What to do: Reproduce each line from the records that holds "display".
┌─ Records for this exercise
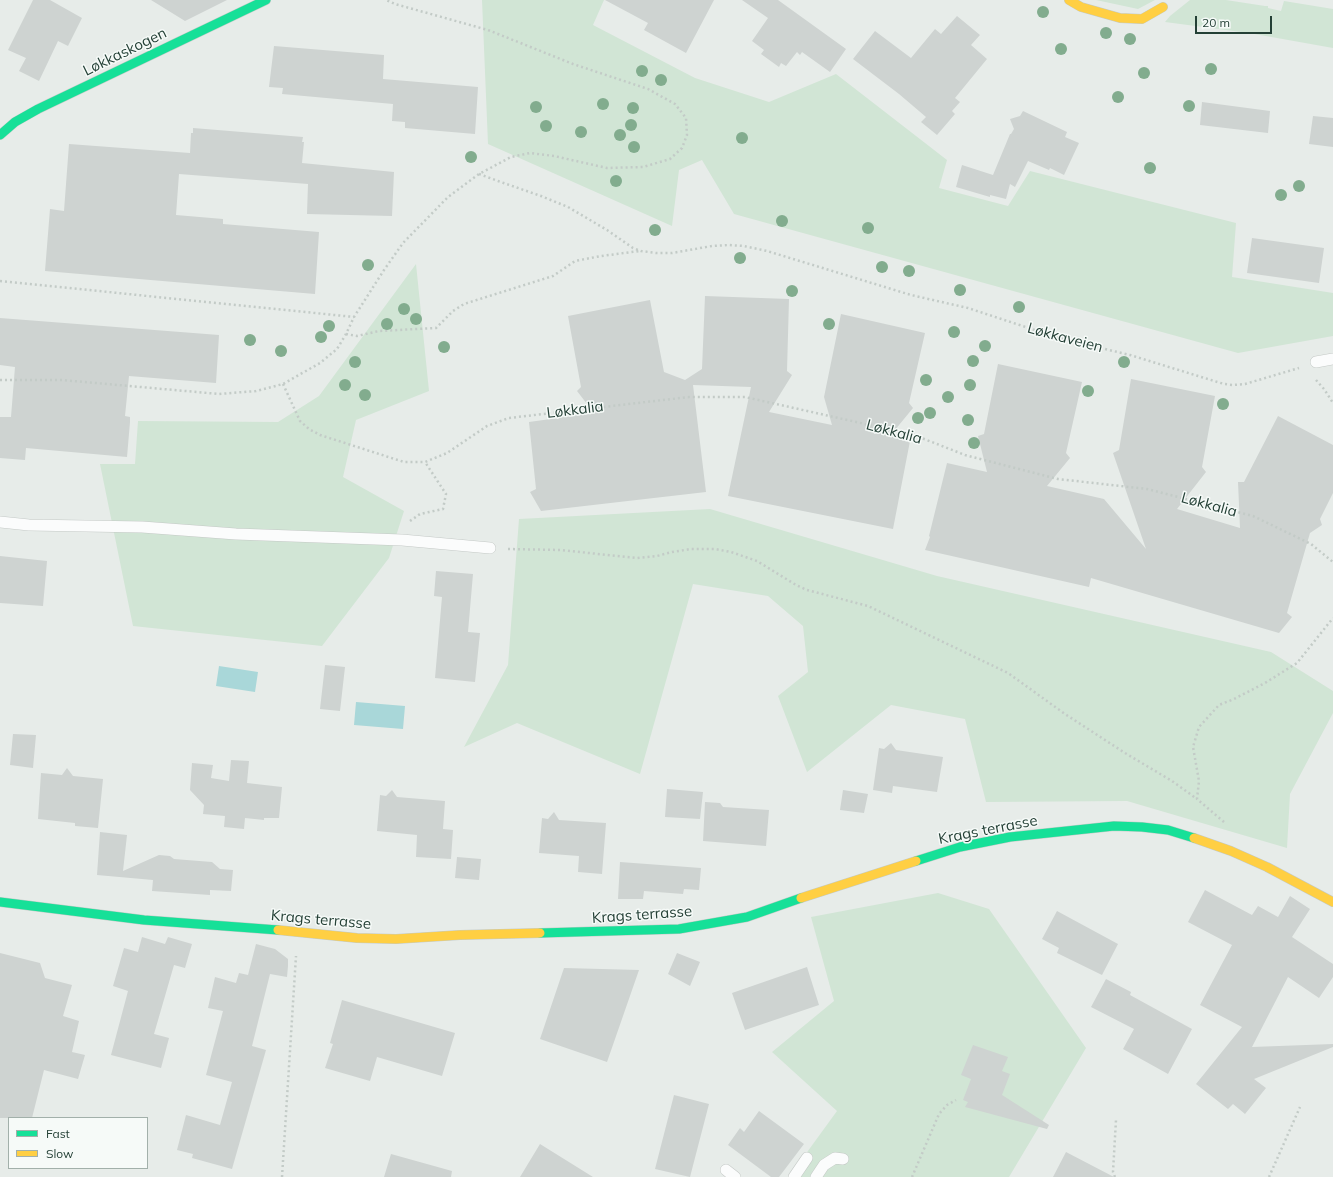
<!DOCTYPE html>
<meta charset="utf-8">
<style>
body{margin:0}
#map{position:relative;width:1333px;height:1177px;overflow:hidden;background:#e7ece9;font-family:Mulish,sans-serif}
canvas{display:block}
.legend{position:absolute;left:8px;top:1117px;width:140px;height:52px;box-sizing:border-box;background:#f6faf8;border:1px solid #a2b0aa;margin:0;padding:5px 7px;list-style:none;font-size:12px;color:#244036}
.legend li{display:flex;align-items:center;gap:8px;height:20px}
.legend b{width:20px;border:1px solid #a2b0aa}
.scale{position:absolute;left:1195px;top:16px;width:77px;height:18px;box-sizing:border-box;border:2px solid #244036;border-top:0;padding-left:5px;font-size:12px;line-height:14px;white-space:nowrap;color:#244036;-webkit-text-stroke:3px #f6faf8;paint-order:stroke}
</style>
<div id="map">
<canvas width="1333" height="1177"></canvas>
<ul class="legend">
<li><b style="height:5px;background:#16e098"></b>Fast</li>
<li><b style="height:5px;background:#ffcf43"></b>Slow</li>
</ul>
<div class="scale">20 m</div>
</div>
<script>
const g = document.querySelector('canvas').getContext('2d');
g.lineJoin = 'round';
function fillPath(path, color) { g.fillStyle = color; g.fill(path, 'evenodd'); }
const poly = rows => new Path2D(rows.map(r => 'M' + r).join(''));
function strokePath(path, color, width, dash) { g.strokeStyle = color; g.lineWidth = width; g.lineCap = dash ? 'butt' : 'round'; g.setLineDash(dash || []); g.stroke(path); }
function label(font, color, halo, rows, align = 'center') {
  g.font = font + ' Mulish,sans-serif'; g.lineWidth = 3; g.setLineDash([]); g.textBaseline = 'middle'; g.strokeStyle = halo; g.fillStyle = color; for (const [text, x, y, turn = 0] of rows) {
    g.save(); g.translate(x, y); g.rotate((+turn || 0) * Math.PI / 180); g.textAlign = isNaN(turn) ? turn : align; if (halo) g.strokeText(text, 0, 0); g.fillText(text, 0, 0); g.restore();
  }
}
const green = poly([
 [482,0,604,0,593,25,695,78,769,102,836,74,947,160,939,188,1008,206,1030,171,1236,223,1232,277,1333,293,1333,336,1238,353,734,214,702,160,679,170,672,226,488,144],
 [1096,0,1155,0,1138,9],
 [1190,0,1226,0,1265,6,1268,6,1268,8,1281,11,1284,1,1333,9,1333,48,1249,33,1165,22,1170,16],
 [416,264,429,391,356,420,343,477,404,511,389,558,322,646,133,626,100,464,135,464,138,421,278,422,319,396],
 [710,509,937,576,1271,652,1333,691,1333,713,1290,794,1287,848,1127,801,986,802,965,719,891,705,807,772,778,696,808,672,803,626,768,596,693,584,640,774,517,723,464,747,508,665,519,519],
 [938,893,989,909,1086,1048,1009,1177,789,1177,837,1111,772,1052,834,1001,811,917]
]);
const water = poly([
 [219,666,258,672,255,692,216,686],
 [356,702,405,706,403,729,354,725]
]);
const building = poly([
 [33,0,50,0,82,18,68,46,58,41,39,81,19,71,26,58,8,50],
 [151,0,227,0,185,21],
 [605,0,714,0,686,53,644,30,648,23],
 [742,0,778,0,846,49,830,72,802,52,800,55,797,52,786,66,781,63,779,67,761,54,764,50,752,41,768,18],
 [957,16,980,35,971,45,987,59,955,98,960,102,952,111,955,114,937,135,921,122,926,117,899,94,853,59,875,31,911,58,935,29,941,34],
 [274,46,384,55,383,79,478,87,475,134,405,128,405,122,392,121,393,104,282,94,283,88,269,87],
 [1202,102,1270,111,1268,133,1200,125],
 [1023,111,1067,132,1065,137,1079,143,1064,175,1050,168,1049,170,1028,161,1015,187,1010,184,1006,199,990,195,990,197,956,187,962,165,993,175,1010,134,1011,134,1014,129,1010,119,1020,116],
 [1313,116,1333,118,1333,147,1309,144],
 [193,128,303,137,302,142,304,142,302,163,394,172,392,216,307,214,308,184,179,174,176,215,223,219,223,224,319,232,315,294,45,271,50,209,64,211,69,144,190,153,191,133,193,133],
 [1252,238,1324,248,1319,283,1247,273],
 [705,296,789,299,787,371,792,375,769,412,832,425,824,397,841,314,925,333,909,403,913,408,890,436,910,441,893,529,728,496,751,387,693,385,706,492,541,511,530,492,536,489,529,422,594,413,577,391,581,387,568,316,650,300,664,372,685,380,702,369],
 [0,318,219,335,216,383,129,376,125,416,130,417,130,422,127,457,26,448,25,460,0,458,0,417,11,417,15,367,0,365],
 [998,364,1082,382,1066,453,1070,458,1047,486,1104,499,1146,549,1113,453,1119,450,1131,379,1215,396,1202,467,1206,472,1177,509,1240,528,1238,482,1244,482,1278,416,1333,445,1333,493,1320,519,1322,525,1310,533,1287,613,1292,617,1279,633,1091,578,1089,587,925,550,930,537,929,536,947,463,987,472,978,436,984,434],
 [0,556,47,561,43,606,0,603],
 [436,571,473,574,468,632,480,633,475,682,435,678,442,597,434,596],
 [325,665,345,667,340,711,320,709],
 [13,734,36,735,33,768,10,765],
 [891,743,896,750,943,757,937,792,893,786,892,793,873,790,879,748,884,749],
 [231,760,249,761,247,783,282,787,279,818,264,818,264,820,245,818,244,829,224,827,225,816,203,814,204,805,190,790,192,763,213,765,211,778,229,781],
 [67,768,73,776,103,779,98,828,75,826,75,823,38,819,41,773,62,775],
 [667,789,703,792,700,819,665,817],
 [392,790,397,797,445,801,443,829,453,830,451,859,416,857,417,835,377,831,380,795,386,796],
 [843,790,868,794,864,813,840,810],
 [705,802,720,803,723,807,769,810,766,846,703,841],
 [554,812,559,820,606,823,602,874,578,872,579,856,539,853,542,818,548,819],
 [100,832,127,835,123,871,159,855,170,856,174,859,212,862,220,869,233,870,231,891,210,890,210,895,152,891,153,880,97,875],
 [457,857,481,859,479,880,455,878],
 [620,862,701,868,699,890,684,889,683,894,644,891,643,899,618,899],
 [1205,890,1252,915,1258,906,1278,917,1290,896,1310,909,1292,937,1333,964,1333,977,1319,998,1288,977,1252,1047,1333,1044,1333,1047,1254,1079,1266,1088,1245,1114,1233,1104,1228,1109,1196,1084,1242,1027,1200,1005,1232,945,1188,922],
 [1057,911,1118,944,1102,975,1057,953,1059,948,1042,939],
 [142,937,165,944,168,937,192,944,185,968,174,965,154,1034,169,1038,161,1068,111,1055,128,991,113,986,124,948,138,952],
 [256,944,275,949,288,959,288,966,287,977,270,974,252,1046,266,1050,232,1169,192,1158,193,1154,177,1150,186,1115,220,1125,232,1082,206,1075,223,1011,208,1008,215,977,236,983,239,973,248,975],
 [0,953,40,963,45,978,72,985,63,1016,79,1021,72,1052,85,1055,78,1079,44,1070,32,1118,0,1118],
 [677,953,700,962,690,986,668,974],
 [807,967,819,1005,745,1030,732,993],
 [564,968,639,970,607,1062,540,1039],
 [1106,979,1131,992,1130,995,1192,1029,1168,1074,1123,1049,1134,1029,1091,1007],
 [342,1000,455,1033,442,1076,377,1057,370,1081,325,1068,333,1044,330,1043],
 [973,1045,1008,1057,1002,1071,1010,1074,1002,1095,1049,1125,1047,1129,965,1107,968,1102,963,1100,971,1079,961,1075],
 [674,1095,709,1104,690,1177,655,1169],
 [759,1111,804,1144,779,1177,771,1177,728,1145,740,1128,744,1132],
 [540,1144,593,1177,520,1177],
 [1066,1152,1114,1177,1053,1177],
 [391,1154,452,1171,451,1177,384,1177]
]);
const path = poly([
 [479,174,498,181,541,196,568,207,607,230,633,248,641,251,656,253,672,253,712,246,729,245,744,246,767,251,911,295,968,308,1059,338,1130,355,1224,384,1233,385,1245,384,1299,368],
 [0,281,354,317],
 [346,334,357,336,379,331,436,328,453,311,464,304,553,276,575,261,601,256,640,251],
 [0,380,62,380,219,394,256,391,283,384,320,363,337,349,346,334,354,317,384,270,403,243,448,197,479,174,511,157,530,153,554,156,607,168,643,167,670,159,682,148,687,135,686,118,675,104,648,89,573,64,488,30,395,4,386,0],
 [1316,380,1324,389,1333,403],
 [283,384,300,421,309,429,320,435,404,462,425,462,447,453,487,426,509,418,689,397,745,397,914,435,965,455,1058,479,1147,489,1253,516,1311,544,1333,562],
 [410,521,420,514,443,509,446,494,425,462],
 [508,549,560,550,637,558,657,556,672,552,691,549,715,549,731,552,757,561,796,585,807,590,868,606,1008,673,1065,714,1125,753,1172,781,1197,799],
 [1224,822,1197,799,1199,781,1193,747,1199,727,1219,705,1234,699,1265,683,1297,663,1333,618],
 [282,1177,296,956],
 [912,1177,939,1114,947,1105,956,1100],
 [1115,1177,1113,1172,1116,1120],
 [1269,1177,1300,1107]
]);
const lane = poly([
 [1316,362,1333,359],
 [0,522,29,525,142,527,236,534,402,540,490,548],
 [726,1170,735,1177],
 [794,1177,807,1158],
 [816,1177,824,1165,835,1158,843,1159]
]);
const fast = poly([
 [0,135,15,122,38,109,266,0],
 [916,861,960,847,1010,837,1114,826,1142,827,1168,830,1194,838],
 [0,902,144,920,278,930],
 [540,933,679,929,747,917,801,898]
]);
const slow = poly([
 [1069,0,1081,7,1120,18,1142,19,1163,7],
 [1194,838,1231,851,1267,867,1333,902],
 [801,898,916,861],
 [278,930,357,938,396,939,460,935,540,933]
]);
const trees = [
 [1043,12],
 [1106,33],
 [1130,39],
 [1061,49],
 [1211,69],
 [642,71],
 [1144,73],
 [661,80],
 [1118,97],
 [603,104],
 [1189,106],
 [536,107],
 [633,108],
 [631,125],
 [546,126],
 [581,132],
 [620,135],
 [742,138],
 [634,147],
 [471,157],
 [1150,168],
 [616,181],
 [1299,186],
 [1281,195],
 [782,221],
 [868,228],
 [655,230],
 [740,258],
 [368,265],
 [882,267],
 [909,271],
 [960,290],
 [792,291],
 [1019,307],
 [404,309],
 [416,319],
 [387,324],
 [829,324],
 [329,326],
 [954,332],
 [321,337],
 [250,340],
 [985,346],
 [444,347],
 [281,351],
 [973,361],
 [355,362],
 [1124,362],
 [926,380],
 [345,385],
 [970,385],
 [1088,391],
 [365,395],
 [948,397],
 [1223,404],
 [930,413],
 [918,418],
 [968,420],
 [974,443]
];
const streetNames = [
 ["Løkkaskogen",125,52,-26],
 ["Løkkaveien",1065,338,15],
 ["Løkkalia",575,410,-7],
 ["Løkkalia",894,432,15],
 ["Løkkalia",1209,505,15],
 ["Krags terrasse",988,830,-11],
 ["Krags terrasse",642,915,-4],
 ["Krags terrasse",321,920,5]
];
fillPath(green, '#d1e5d5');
fillPath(water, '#a9d7d9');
fillPath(building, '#ced3d1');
strokePath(lane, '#c4c9c6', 12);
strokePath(fast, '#c3cac6', 10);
strokePath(slow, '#c3cac6', 10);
strokePath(path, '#c3cbc7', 2.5, [2, 3]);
strokePath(lane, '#fbfcfc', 11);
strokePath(fast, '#16e098', 9);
strokePath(slow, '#ffcf43', 9);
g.fillStyle = '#82ac8e';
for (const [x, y] of trees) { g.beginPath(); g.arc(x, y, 6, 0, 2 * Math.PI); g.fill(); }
label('15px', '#244036', '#f6faf8', streetNames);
</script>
└─
Output of the task:
canvas{display:block}
.legend li{display:flex;align-items:center;gap:8px;height:20px}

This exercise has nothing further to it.